The F1 for Class 4 (Threats) is only 0.33, indicating that the rarest but highest-risk category remains difficult to identify reliably.
The code is not open-sourced, and more implementation details for LoRA training, synthetic filtering, and post-processing would be needed for replication.
Future work could explicitly transform the validation trap into a model selection criterion, using predictive distribution or minority class calibration to assist early stopping.
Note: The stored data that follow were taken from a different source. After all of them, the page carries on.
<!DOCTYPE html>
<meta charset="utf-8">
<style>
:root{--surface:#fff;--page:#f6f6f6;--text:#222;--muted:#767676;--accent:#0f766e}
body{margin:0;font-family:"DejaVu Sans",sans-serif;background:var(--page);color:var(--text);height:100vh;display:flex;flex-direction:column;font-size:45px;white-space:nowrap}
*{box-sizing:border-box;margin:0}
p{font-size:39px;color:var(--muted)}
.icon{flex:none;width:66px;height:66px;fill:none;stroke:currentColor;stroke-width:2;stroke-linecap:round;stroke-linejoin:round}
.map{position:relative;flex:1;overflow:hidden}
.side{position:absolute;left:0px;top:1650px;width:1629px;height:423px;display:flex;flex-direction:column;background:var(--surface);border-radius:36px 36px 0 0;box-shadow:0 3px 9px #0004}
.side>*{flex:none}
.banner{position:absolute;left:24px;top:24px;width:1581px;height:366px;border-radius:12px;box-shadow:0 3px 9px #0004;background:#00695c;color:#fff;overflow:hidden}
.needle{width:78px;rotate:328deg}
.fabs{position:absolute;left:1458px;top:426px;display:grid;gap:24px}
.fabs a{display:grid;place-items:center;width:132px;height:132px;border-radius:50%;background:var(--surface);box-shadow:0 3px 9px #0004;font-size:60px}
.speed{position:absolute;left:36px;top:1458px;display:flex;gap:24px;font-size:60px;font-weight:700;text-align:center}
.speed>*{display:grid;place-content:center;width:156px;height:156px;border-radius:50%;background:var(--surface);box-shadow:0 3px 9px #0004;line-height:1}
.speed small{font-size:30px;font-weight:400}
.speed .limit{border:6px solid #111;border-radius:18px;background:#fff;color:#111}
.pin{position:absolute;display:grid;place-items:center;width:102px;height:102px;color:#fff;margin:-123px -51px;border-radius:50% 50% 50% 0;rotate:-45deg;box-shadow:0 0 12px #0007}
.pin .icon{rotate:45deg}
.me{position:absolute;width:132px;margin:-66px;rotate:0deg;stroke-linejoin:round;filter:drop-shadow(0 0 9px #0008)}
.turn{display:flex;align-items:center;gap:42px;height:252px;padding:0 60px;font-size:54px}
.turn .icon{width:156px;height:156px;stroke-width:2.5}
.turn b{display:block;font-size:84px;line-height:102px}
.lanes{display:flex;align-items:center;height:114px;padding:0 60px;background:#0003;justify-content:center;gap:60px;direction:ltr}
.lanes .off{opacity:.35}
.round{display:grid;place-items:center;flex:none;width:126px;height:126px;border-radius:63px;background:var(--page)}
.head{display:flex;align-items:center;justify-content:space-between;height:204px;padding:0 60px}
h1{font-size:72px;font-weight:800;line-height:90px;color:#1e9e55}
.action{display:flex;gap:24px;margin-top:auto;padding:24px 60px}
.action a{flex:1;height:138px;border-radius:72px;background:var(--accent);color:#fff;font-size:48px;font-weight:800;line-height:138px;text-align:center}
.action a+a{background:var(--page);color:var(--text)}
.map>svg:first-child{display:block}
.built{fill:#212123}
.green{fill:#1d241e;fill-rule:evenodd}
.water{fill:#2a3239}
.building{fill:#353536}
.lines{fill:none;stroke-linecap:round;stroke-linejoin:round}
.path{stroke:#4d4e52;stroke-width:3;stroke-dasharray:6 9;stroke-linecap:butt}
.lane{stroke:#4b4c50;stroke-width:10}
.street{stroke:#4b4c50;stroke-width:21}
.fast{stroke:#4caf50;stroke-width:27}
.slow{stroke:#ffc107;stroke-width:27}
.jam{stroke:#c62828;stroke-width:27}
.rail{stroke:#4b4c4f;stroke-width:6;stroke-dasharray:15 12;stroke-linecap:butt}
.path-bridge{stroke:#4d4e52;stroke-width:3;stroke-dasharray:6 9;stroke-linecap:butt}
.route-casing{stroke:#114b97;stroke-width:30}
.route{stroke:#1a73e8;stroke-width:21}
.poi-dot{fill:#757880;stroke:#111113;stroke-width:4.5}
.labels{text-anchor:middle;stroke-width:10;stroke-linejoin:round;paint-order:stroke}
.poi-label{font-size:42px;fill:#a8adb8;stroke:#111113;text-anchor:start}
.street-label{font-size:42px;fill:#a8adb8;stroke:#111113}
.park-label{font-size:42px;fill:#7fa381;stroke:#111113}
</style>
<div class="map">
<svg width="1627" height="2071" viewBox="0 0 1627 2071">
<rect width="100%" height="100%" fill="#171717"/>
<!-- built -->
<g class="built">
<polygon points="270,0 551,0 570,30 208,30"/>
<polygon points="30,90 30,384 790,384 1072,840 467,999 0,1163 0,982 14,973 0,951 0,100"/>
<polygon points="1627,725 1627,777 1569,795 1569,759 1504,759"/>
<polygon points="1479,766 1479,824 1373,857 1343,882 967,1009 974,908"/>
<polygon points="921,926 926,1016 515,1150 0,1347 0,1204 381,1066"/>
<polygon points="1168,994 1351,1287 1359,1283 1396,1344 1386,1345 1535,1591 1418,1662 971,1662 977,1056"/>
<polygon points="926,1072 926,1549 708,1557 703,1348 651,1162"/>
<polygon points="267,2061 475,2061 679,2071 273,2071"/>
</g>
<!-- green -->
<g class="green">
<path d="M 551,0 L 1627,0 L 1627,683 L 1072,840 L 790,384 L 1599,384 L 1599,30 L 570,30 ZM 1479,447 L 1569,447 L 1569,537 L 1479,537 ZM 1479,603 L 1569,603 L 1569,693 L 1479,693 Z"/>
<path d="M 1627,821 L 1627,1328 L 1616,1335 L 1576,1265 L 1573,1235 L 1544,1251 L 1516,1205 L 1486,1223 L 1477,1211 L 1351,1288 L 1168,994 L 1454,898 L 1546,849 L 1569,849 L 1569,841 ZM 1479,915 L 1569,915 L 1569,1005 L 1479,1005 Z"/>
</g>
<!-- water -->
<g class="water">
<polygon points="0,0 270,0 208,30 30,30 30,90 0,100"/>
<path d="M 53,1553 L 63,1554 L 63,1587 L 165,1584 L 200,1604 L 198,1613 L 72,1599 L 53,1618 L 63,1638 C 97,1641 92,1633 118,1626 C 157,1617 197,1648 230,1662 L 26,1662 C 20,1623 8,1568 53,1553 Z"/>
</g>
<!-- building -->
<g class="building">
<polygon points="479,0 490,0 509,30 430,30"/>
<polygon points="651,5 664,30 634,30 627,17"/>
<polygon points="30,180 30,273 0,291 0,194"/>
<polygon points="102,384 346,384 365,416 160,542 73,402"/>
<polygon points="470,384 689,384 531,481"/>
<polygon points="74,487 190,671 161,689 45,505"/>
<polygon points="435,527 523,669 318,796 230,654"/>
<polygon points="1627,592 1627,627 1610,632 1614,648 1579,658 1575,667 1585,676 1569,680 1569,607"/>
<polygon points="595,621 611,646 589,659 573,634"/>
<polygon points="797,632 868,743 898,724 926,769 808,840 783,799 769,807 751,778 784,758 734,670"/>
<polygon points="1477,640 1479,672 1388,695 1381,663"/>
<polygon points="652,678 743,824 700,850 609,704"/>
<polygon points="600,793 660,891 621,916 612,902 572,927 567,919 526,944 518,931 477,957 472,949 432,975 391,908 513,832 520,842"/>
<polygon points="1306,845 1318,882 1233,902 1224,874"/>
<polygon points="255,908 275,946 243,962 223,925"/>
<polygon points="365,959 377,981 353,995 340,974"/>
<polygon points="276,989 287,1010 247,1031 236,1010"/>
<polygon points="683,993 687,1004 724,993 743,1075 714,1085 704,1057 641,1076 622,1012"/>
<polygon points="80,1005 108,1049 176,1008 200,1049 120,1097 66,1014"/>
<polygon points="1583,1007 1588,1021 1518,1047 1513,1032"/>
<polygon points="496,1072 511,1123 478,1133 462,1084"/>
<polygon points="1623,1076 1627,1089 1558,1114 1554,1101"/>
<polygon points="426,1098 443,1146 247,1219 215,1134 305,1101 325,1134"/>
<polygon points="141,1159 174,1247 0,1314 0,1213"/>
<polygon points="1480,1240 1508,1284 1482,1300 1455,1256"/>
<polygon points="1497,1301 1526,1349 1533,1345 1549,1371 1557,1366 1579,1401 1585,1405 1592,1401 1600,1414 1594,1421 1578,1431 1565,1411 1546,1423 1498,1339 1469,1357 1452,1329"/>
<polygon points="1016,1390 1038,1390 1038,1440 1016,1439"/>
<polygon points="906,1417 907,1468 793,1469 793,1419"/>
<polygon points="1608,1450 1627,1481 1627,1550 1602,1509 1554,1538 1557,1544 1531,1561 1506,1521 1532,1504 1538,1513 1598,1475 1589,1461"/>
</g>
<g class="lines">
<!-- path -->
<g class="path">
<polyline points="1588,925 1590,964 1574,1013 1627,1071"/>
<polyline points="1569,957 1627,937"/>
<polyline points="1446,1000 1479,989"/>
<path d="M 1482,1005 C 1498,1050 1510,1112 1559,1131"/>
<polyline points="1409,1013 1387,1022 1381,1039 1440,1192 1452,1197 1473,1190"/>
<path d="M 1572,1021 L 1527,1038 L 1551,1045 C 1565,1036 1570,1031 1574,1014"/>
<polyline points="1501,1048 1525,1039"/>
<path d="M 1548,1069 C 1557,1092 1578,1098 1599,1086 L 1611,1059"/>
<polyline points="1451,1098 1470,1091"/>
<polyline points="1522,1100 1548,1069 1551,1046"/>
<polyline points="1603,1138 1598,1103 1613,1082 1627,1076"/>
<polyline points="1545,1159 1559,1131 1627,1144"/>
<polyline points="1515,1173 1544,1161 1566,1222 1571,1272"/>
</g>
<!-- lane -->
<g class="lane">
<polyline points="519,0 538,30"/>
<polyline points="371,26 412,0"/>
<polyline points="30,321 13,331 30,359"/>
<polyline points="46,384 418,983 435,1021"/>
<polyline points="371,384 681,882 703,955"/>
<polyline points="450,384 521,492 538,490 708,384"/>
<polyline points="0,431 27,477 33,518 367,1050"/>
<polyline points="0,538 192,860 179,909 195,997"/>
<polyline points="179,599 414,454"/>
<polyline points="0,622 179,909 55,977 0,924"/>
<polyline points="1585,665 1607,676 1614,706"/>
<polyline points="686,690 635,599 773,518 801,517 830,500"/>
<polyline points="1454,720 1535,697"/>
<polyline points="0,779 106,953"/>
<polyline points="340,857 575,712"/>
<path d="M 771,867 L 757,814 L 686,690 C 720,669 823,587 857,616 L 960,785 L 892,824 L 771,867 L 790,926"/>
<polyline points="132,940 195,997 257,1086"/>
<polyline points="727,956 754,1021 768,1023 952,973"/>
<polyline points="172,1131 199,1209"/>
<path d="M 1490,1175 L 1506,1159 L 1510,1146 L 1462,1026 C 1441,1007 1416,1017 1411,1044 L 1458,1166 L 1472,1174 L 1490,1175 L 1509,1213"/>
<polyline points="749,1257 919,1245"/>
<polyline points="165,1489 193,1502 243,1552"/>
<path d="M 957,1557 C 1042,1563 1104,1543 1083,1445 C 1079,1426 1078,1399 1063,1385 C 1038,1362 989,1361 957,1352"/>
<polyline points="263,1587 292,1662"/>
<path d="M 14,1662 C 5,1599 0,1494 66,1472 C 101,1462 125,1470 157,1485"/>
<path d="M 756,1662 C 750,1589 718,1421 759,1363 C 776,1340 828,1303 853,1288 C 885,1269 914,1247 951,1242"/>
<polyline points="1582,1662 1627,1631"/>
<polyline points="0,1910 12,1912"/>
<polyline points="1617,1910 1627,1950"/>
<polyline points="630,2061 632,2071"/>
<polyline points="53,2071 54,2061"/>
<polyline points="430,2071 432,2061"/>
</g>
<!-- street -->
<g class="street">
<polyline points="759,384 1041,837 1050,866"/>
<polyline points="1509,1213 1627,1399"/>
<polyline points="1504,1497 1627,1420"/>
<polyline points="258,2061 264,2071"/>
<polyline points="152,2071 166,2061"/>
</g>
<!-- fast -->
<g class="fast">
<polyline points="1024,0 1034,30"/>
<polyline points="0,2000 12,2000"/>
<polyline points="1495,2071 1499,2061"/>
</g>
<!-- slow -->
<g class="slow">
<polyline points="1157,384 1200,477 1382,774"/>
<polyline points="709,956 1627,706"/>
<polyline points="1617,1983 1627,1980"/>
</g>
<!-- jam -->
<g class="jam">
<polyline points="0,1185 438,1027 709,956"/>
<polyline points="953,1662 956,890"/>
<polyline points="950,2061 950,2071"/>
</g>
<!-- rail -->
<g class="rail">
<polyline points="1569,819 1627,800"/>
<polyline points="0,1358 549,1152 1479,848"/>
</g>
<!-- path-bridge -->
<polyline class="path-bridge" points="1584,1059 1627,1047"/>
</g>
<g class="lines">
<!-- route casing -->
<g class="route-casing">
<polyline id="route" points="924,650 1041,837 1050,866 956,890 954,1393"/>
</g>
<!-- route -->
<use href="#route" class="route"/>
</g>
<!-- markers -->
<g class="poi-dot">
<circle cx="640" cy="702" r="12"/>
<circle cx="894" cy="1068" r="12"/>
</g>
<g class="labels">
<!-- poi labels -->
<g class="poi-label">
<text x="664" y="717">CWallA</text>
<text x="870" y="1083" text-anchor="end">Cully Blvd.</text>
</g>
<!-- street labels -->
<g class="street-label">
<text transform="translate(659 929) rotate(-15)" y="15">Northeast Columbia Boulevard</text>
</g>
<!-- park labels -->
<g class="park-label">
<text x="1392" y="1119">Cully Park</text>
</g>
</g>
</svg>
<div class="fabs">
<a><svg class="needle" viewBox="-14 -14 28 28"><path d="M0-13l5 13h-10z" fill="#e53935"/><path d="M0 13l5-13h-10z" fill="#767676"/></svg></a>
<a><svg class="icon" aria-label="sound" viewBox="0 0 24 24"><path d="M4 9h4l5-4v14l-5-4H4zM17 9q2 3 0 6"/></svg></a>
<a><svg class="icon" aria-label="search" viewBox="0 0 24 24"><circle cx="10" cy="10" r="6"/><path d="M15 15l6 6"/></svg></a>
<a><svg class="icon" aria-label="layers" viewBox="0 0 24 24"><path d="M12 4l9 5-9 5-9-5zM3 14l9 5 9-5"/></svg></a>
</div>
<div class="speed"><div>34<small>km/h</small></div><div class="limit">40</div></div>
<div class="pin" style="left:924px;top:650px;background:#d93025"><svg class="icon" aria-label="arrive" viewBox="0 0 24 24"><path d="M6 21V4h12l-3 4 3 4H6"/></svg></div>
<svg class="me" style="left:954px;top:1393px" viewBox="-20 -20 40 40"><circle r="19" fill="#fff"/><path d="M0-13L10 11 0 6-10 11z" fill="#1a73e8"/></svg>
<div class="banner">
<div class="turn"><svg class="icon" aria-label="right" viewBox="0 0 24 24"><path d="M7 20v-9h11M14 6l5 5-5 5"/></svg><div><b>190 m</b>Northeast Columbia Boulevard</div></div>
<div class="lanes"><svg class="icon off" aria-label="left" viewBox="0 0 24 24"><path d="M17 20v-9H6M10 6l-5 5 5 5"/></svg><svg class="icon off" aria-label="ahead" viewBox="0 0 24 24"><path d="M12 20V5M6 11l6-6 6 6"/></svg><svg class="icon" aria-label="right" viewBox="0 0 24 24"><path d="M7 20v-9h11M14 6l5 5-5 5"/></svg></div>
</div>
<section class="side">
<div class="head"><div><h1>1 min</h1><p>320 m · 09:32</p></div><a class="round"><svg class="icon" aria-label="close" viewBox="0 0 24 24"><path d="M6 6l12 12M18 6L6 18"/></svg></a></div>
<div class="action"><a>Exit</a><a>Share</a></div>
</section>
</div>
vs XLM-RoBERTa / RoBERTa Toxicity Classification: Encoder models are lighter but struggle with short-text, multilingual, and fine-grained labels. This work injects label semantics via instruction prompts.
vs Generative Data Augmentation: Direct generation can create templated toxic sentences. This work uses paraphrasing of real messages to maintain in-domain style.
vs Hierarchical Classification: Hierarchical methods achieve high validation F1 but fail on test sets as errors amplify across the two stages.
vs Ensembles / Post-calibration: Such strategies often introduce noise when a strong single model is dominant; this work shows that understanding data distribution is more critical than stacking models.

Rating¶

Novelty: ⭐⭐⭐ Limited algorithmic novelty, but the validation trap and synthetic ratio analysis offer high practical value.
Experimental Thoroughness: ⭐⭐⭐⭐ Solid comparisons of multiple models, ratios, and alternative strategies for a system paper.
Writing Quality: ⭐⭐⭐⭐ Clear narrative with honest reporting of failed approaches and negative results.
Value: ⭐⭐⭐⭐ Direct insights for content moderation, low-resource minority classification, and synthetic data usage.